§ **What you need to do**: Starting at the line that contains "M226,700L222,710L243,718" in the listing below, write out every line word for word until you have written the line that contains "M454,852L473,779".

§ **Dataset extract**:
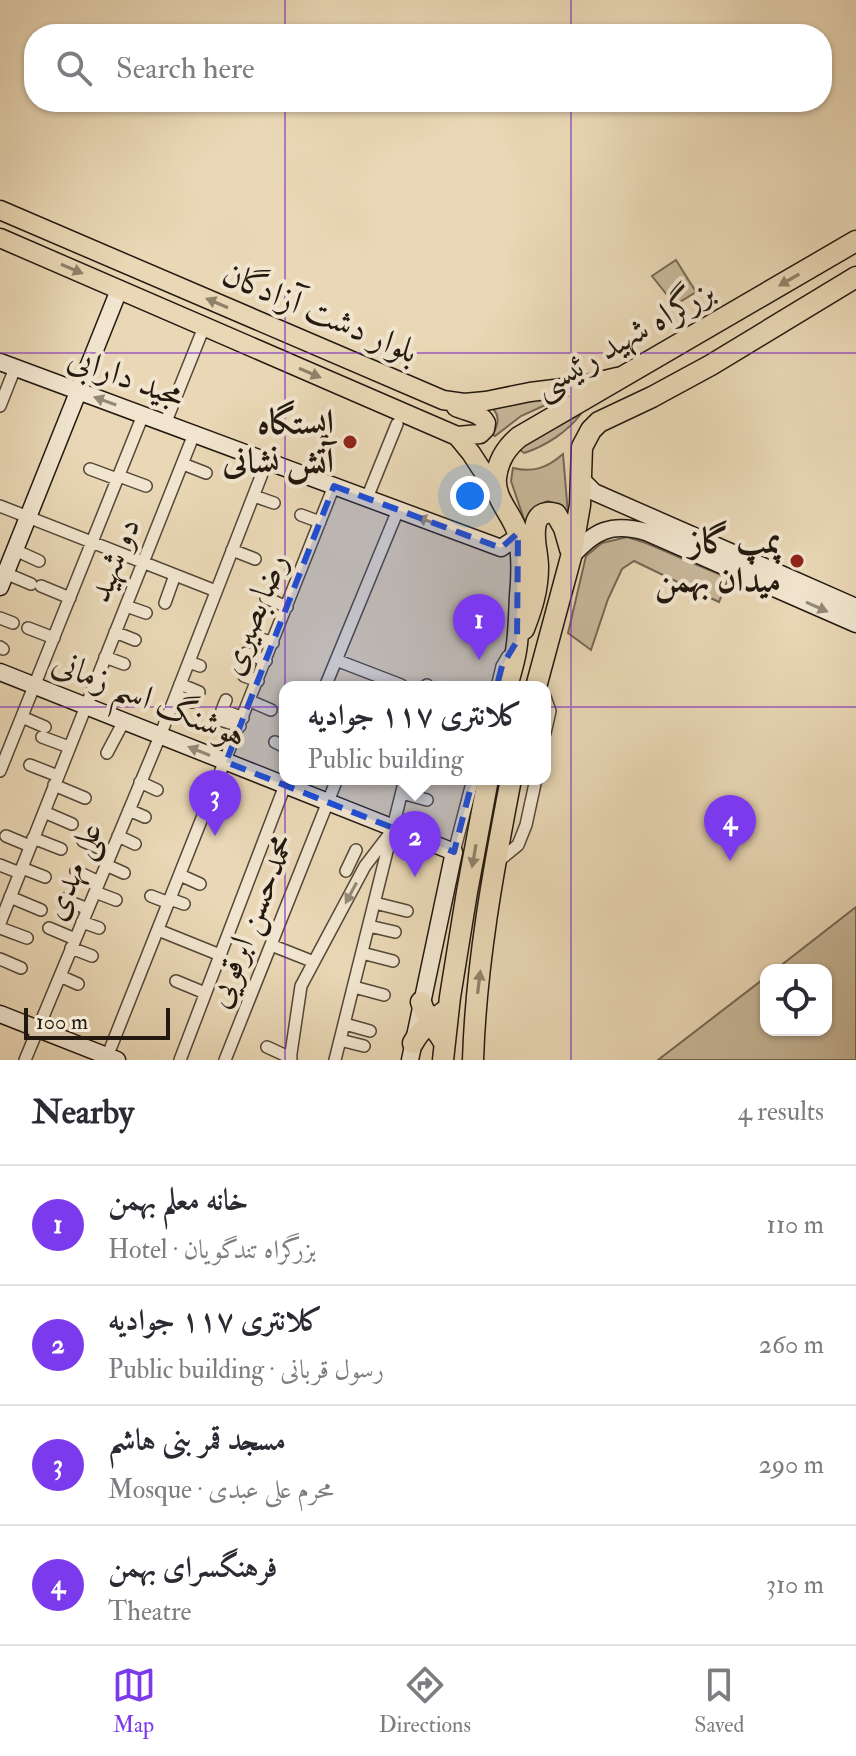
<!DOCTYPE html>
<meta charset="utf-8">
<style>
:root{--surface:#fff;--page:#f7f7f7;--text:#2b2b33;--muted:#7c7c81;--line:#e1e1e2;--accent:#7c3aed}
body{margin:0;font-family:"IM FELL Double Pica",Amiri,serif;background:var(--page);color:var(--text)}
.controls{position:absolute;right:24px;bottom:24px;display:grid;overflow:hidden;border-radius:16px;box-shadow:0 2px 6px #0004}
.controls button{width:72px;height:72px;display:grid;place-items:center;padding:0;border:0;border-bottom:2px solid var(--line);background:var(--surface);color:var(--text);font:40px sans-serif}
.scale{position:absolute;left:24px;bottom:20px;width:146px;box-sizing:border-box;padding-left:8px;border:4px solid #23190f;border-top:0;font-size:22px;line-height:28px;white-space:nowrap;color:#23190f;-webkit-text-stroke:6px #f1e5cf;paint-order:stroke}
.you{position:absolute;left:470px;top:496px;width:28px;height:28px;margin:-20px;border:6px solid #fff;border-radius:50%;background:#1a73e8;box-shadow:0 0 0 12px #1a73e833}
.badge{display:grid;place-items:center;width:52px;height:52px;border-radius:50%;background:var(--accent);color:#fff;font-size:26px;font-weight:700}
.pin{position:absolute;translate:-50% -66px;filter:drop-shadow(0 2px 4px #0008)}
.pin::after{content:'';position:absolute;top:42px;width:28px;height:24px;background:inherit;clip-path:polygon(0 0,100% 0,50% 100%)}
.popup{position:absolute;left:279px;top:681px;width:272px;height:104px;box-sizing:border-box;display:grid;place-content:center;border-radius:16px;background:var(--surface);filter:drop-shadow(0 2px 6px #0005);font-size:26px;white-space:nowrap;color:var(--muted)}
.popup b{font-size:30px;color:var(--text)}
.popup::after{content:'';position:absolute;left:50%;top:100%;margin-left:-16px;border:16px solid transparent;border-top-color:var(--surface)}
.list{margin:0;padding:0;list-style:none}
h2{display:flex;justify-content:space-between;align-items:center;height:104px;margin:0;padding:0 32px;font-size:34px}
h2 small{font-size:26px;font-weight:400;color:var(--muted)}
.list li{display:grid;grid-template-columns:52px 1fr auto;gap:24px;align-items:center;box-sizing:border-box;height:120px;padding:0 32px;border-top:2px solid var(--line)}
.list b{display:block;font-size:30px;white-space:nowrap}
.list p{margin:0;font-size:26px;white-space:nowrap;color:var(--muted)}
.list em{font-size:26px;font-style:normal;color:var(--muted)}
.icon{flex:none;width:44px;height:44px;fill:none;stroke:currentColor;stroke-width:2;stroke-linecap:round;stroke-linejoin:round}
.map{position:relative;flex:none;width:856px;height:1060px;overflow:hidden}
.search{position:absolute;background:var(--surface);box-shadow:0 2px 6px #0004;left:24px;right:24px;top:24px;height:88px;display:flex;align-items:center;gap:20px;box-sizing:border-box;padding:0 28px;border-radius:32px;color:var(--muted);font-size:30px}
.sheet{height:584px;background:var(--surface)}
nav{display:flex;justify-content:space-around;align-items:center;box-sizing:border-box;height:112px;border-top:2px solid var(--line);background:var(--surface);font-size:22px;color:var(--muted)}
nav a{display:grid;justify-items:center;gap:4px}
nav .on{color:var(--accent)}
.map>svg:first-child{display:block}
</style>
<div class="map">
<svg width="856" height="1060" viewBox="0 0 856 1060">
<rect width="100%" height="100%" fill="#e9d7b5"/>
<filter id="stains"><feTurbulence type="fractalNoise" baseFrequency=".0025" numOctaves="4"/><feColorMatrix values="0 0 0 0 .2 0 0 0 0 .09 0 0 0 0 .02 0 0 0 .5 -.17"/></filter>
<radialGradient id="worn" r=".72"><stop offset=".6" stop-color="#630" stop-opacity="0"/><stop offset="1" stop-color="#630" stop-opacity=".3"/></radialGradient>
<!-- green -->
<path fill="#c7b799" stroke="#756854" stroke-width="2" d="M676,260L696,292L675,305L652,276Z
M565,396L521,416L495,436L493,435C497,426 501,417 493,409L523,401Z
M581,414C567,432 546,446 524,453L519,449L520,445Z
M563,454L568,514L559,505L548,501C533,507 531,513 527,528L511,481L513,468C533,473 547,468 563,454Z
M627,537L646,543L728,578L719,602L634,561L622,569L608,599L591,650L568,633L586,556L602,543Z
M856,907V1060H658L766,977V1030H826V970H775Z"/>
<g fill="none" stroke-linecap="round" stroke-linejoin="round">
<!-- street casing -->
<g stroke="#544838" stroke-width="14">
<path id="street" d="M0,406L15,368
M165,424L204,327
M183,464L206,473
M90,469L117,479
M119,476L146,486
M254,496L274,503
M367,498L397,424
M0,506L216,591
M301,515L320,522
M15,550L39,561
M232,550L255,559
M5,573L31,584
M41,586L70,598
M266,598L287,607
M165,603L175,575
M126,606L146,613
M0,618L13,623
M28,628L54,638
M115,632L135,640
M253,636L273,643
M0,647L3,649
M246,653L266,661
M105,657L124,664
M336,660L401,685
M189,662L200,666
M244,676L258,681
M180,684L199,692
M325,687L398,510
M426,687L427,685
M497,687L502,666L508,656
M176,695L192,702
M545,697L550,711L545,733
M226,700L222,710L243,718
M250,701L271,710
M22,717L45,727
M220,720L240,726
M42,737L69,747
M275,742L285,747
M107,753L124,721
M30,765L58,776
M0,771L143,415
M140,782L157,790
M54,785L85,798
M402,793L427,800
M129,810L145,817
M44,812L72,824
M6,836L30,846
M118,836L135,844
M33,838L61,849
M83,841L111,853
M454,852L473,779
M496,863L518,845L526,825L536,779
M0,865L20,873
M106,865L124,873
M22,868L45,877
M76,871L99,882
M346,871L356,850
M180,875L200,884
M95,892L116,900
M151,896L169,903
M10,897L41,910
M63,899L88,909
M170,899L184,904
M375,903L407,911
M82,922L99,928
M0,923L194,434
M369,926L395,932
M0,928L27,938
M49,928L75,939
M158,930L220,955
M271,945L314,962
M71,948L92,956
M362,953L393,961
M0,959L21,968
M60,976L78,984
M176,981L205,993
M354,987L384,995
M345,1024L370,1031
M340,1040L364,1046
M111,1047L334,486
M267,1047L291,1058
M25,1060L160,736L267,461
M180,1060L287,780
M225,1060L337,779
M290,1060L301,986L365,866L391,832
M335,1060L405,779"/>
</g>
<!-- secondary casing -->
<g stroke="#23190f" stroke-width="19">
<path id="secondary" d="M0,362L501,548L513,540L518,533
M582,480L594,492L856,607
M571,557C594,531 611,522 646,532L856,624
M0,587L119,290
M0,672L454,852L410,1060
M0,1014L117,1060"/>
</g>
<!-- primary casing -->
<g stroke="#23190f" stroke-width="21">
<path id="primary" d="M0,210L443,400L464,403L486,401L530,392L579,386L617,377
M0,238L457,436L471,453L497,493
M456,407C467,412 480,412 486,423L485,429L480,434L457,436"/>
</g>
<!-- highway casing -->
<g stroke="#23190f" stroke-width="23">
<path id="highway" d="M524,629C532,608 538,590 538,567C538,553 532,537 536,523C539,513 547,511 556,514L564,528L570,549
M507,687C510,675 514,663 516,651C519,633 519,614 520,596C522,575 523,555 518,534C513,514 494,500 496,478C498,460 506,448 519,437L856,241
M536,687L571,557L580,505L582,447L591,430L599,422L652,397L711,365L856,277
M421,1002C424,1012 426,1015 436,1018L445,1011
M413,1043C425,1022 433,1022 444,1043
M443,1060L450,997L467,892L488,779
M473,1060C476,965 493,872 511,779"/>
</g>
<!-- street -->
<use href="#street" stroke="#f1e5cf" stroke-width="11"/>
<!-- secondary -->
<use href="#secondary" stroke="#f1e5cf" stroke-width="16"/>
<!-- primary -->
<use href="#primary" stroke="#e9d7b5" stroke-width="18"/>
<!-- highway -->
<use href="#highway" stroke="#e9d7b5" stroke-width="20"/>
</g>
<!-- one-way arrows -->
<defs><path id="oneway-solid" d="M-6-.8H1V-3.2L6.5 0L1 3.2V.8H-6Z" transform="scale(2)"/></defs>
<g fill="#90826a">
<use href="#oneway-solid" transform="translate(72 269) rotate(23)"/>
<use href="#oneway-solid" transform="translate(789 280) rotate(150)"/>
<use href="#oneway-solid" transform="translate(217 303) rotate(-157)"/>
<use href="#oneway-solid" transform="translate(310 373) rotate(23)"/>
<use href="#oneway-solid" transform="translate(474 856) rotate(100)"/>
<use href="#oneway-solid" transform="translate(479 982) rotate(-83)"/>
</g>
<g fill="#948979">
<use href="#oneway-solid" transform="translate(105 401) rotate(-160)"/>
<use href="#oneway-solid" transform="translate(428 521) rotate(-160)"/>
<use href="#oneway-solid" transform="translate(817 607) rotate(24)"/>
<use href="#oneway-solid" transform="translate(199 751) rotate(-158)"/>
<use href="#oneway-solid" transform="translate(351 893) rotate(118)"/>
</g>
<!-- marked area -->
<path fill="#1d4ed8" fill-opacity="0.2" stroke="#1d4ed8" stroke-width="6" stroke-dasharray="16 10" stroke-linejoin="round" d="M334,486L501,548L518,533L517,641L502,666L454,852L226,762Z"/>
<!-- grid -->
<path fill="none" stroke="#7b2cbf" stroke-width="2" stroke-opacity="0.55" d="M285,0V34M571,0V34M285,102V1060M571,102V1060M0,353H856M0,707H856"/>
<!-- markers -->
<g fill="#8f2418" stroke="#f1e5cf" stroke-width="3">
<circle cx="350" cy="442" r="8"/>
<circle cx="797" cy="561" r="8"/>
</g>
<g text-anchor="middle" dominant-baseline="central" stroke-width="8" stroke-linejoin="round" paint-order="stroke">
<!-- street labels -->
<g font-size="34" fill="#23190f" stroke="#f1e5cf">
<text transform="translate(320 313) rotate(23)">بلوار دشت آزادگان</text>
<text transform="translate(624 339) rotate(-30)">بزرگراه شهید رئیسی</text>
<text transform="translate(126 377) rotate(20)">مجید دارابی</text>
<text transform="translate(114 560) rotate(-68)">دو شهید</text>
<text transform="translate(254 614) rotate(-68)">رضا بصیری</text>
<text transform="translate(149 699) rotate(22)">هوشنگ اسم زمانی</text>
<text transform="translate(73 871) rotate(-67)">علی مهدی</text>
<text transform="translate(251 921) rotate(-68)">محمدحسن ابرقویی</text>
</g>
<!-- poi labels -->
<g font-size="34" font-weight="bold" fill="#23190f" stroke="#f1e5cf" text-anchor="end">
<text x="334" y="422">ایستگاه<tspan x="334" dy="39">آتش نشانی</tspan></text>
<text x="781" y="541">پمپ گاز<tspan x="781" dy="39">میدان بهمن</tspan></text>
</g>
</g>
<rect width="100%" height="100%" filter="url(#stains)"/>
<rect width="100%" height="100%" fill="url(#worn)"/>
</svg>
<div class="controls">
<button><svg class="icon" aria-label="locate" viewBox="0 0 24 24"><circle cx="12" cy="12" r="6"/><path d="M12 2v4M12 18v4M2 12h4M18 12h4"/></svg></button>
</div>
<div class="scale">100 m</div>
<div class="you"></div>
<div class="pin badge" style="left:479px;top:660px">1</div>
<div class="pin badge" style="left:415px;top:877px">2</div>
<div class="popup"><b>کلانتری ۱۱۷ جوادیه</b>Public building</div>
<div class="pin badge" style="left:215px;top:836px">3</div>
<div class="pin badge" style="left:730px;top:861px">4</div>
<div class="search"><svg class="icon" aria-label="search" viewBox="0 0 24 24"><circle cx="10" cy="10" r="6"/><path d="M15 15l6 6"/></svg>Search here</div>
</div>
<section class="sheet">
<h2>Nearby<small>4 results</small></h2>
<ul class="list">
<li><span class="badge">1</span><div><b>خانه معلم بهمن</b><p>Hotel · بزرگراه تندگویان</p></div><em>110 m</em></li>
<li><span class="badge">2</span><div><b>کلانتری ۱۱۷ جوادیه</b><p>Public building · رسول قربانی</p></div><em>260 m</em></li>
<li><span class="badge">3</span><div><b>مسجد قمر بنی هاشم</b><p>Mosque · محرم علی عبدی</p></div><em>290 m</em></li>
<li><span class="badge">4</span><div><b>فرهنگسرای بهمن</b><p>Theatre</p></div><em>310 m</em></li>
</ul>
</section>
<nav>
<a class="on"><svg class="icon" aria-label="map" viewBox="0 0 24 24"><path d="M3 6l6-2 6 2 6-2v14l-6 2-6-2-6 2zM9 4v14M15 6v14"/></svg>Map</a>
<a><svg class="icon" aria-label="directions" viewBox="0 0 24 24"><path d="M12 3l9 9-9 9-9-9zM9 14v-3h6M13 9l2 2-2 2"/></svg>Directions</a>
<a><svg class="icon" aria-label="saved" viewBox="0 0 24 24"><path d="M7 4h10v16l-5-4-5 4z"/></svg>Saved</a>
</nav>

§ **Answer to the problem**:
M226,700L222,710L243,718
M250,701L271,710
M22,717L45,727
M220,720L240,726
M42,737L69,747
M275,742L285,747
M107,753L124,721
M30,765L58,776
M0,771L143,415
M140,782L157,790
M54,785L85,798
M402,793L427,800
M129,810L145,817
M44,812L72,824
M6,836L30,846
M118,836L135,844
M33,838L61,849
M83,841L111,853
M454,852L473,779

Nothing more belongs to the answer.